DATASET CONTENT:
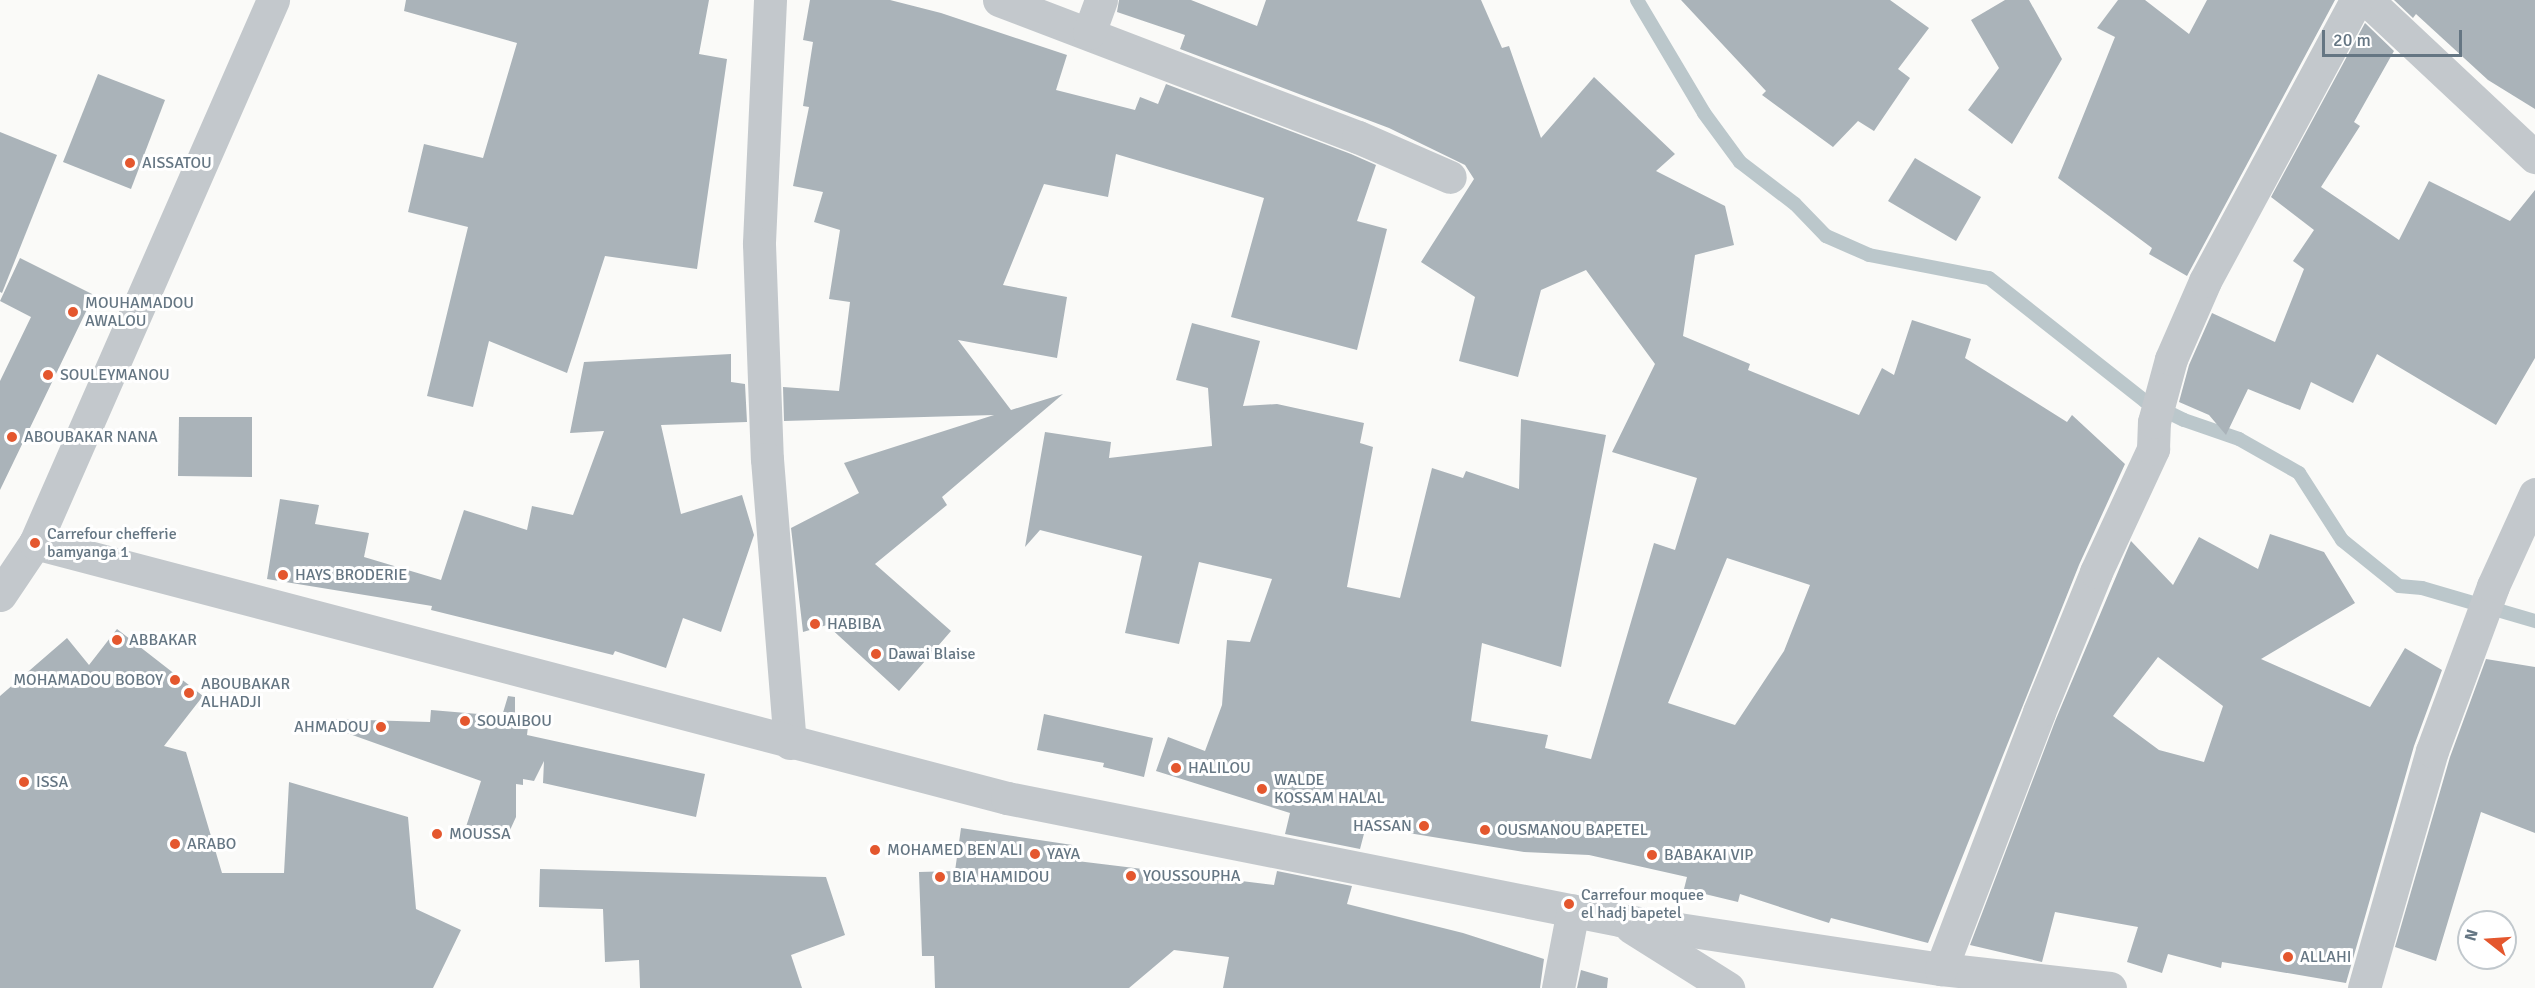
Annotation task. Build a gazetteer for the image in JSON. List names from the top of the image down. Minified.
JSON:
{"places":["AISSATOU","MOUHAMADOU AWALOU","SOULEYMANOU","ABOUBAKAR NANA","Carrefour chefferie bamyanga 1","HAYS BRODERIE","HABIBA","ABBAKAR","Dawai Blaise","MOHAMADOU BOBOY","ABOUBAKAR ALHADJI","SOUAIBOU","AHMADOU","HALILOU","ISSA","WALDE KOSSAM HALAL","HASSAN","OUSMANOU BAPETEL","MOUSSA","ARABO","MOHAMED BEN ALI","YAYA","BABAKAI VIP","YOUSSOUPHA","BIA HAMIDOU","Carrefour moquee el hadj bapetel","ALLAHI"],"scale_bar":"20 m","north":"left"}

PROBLEM STATEMENT: Everything above should be given again exactly, apart from the pictures.

RESPONSE TO THE EXERCISE:
Annotation task. Build a gazetteer for the image in JSON. List names from the top of the image down. Minified.
JSON:
{"places":["AISSATOU","MOUHAMADOU AWALOU","SOULEYMANOU","ABOUBAKAR NANA","Carrefour chefferie bamyanga 1","HAYS BRODERIE","HABIBA","ABBAKAR","Dawai Blaise","MOHAMADOU BOBOY","ABOUBAKAR ALHADJI","SOUAIBOU","AHMADOU","HALILOU","ISSA","WALDE KOSSAM HALAL","HASSAN","OUSMANOU BAPETEL","MOUSSA","ARABO","MOHAMED BEN ALI","YAYA","BABAKAI VIP","YOUSSOUPHA","BIA HAMIDOU","Carrefour moquee el hadj bapetel","ALLAHI"],"scale_bar":"20 m","north":"left"}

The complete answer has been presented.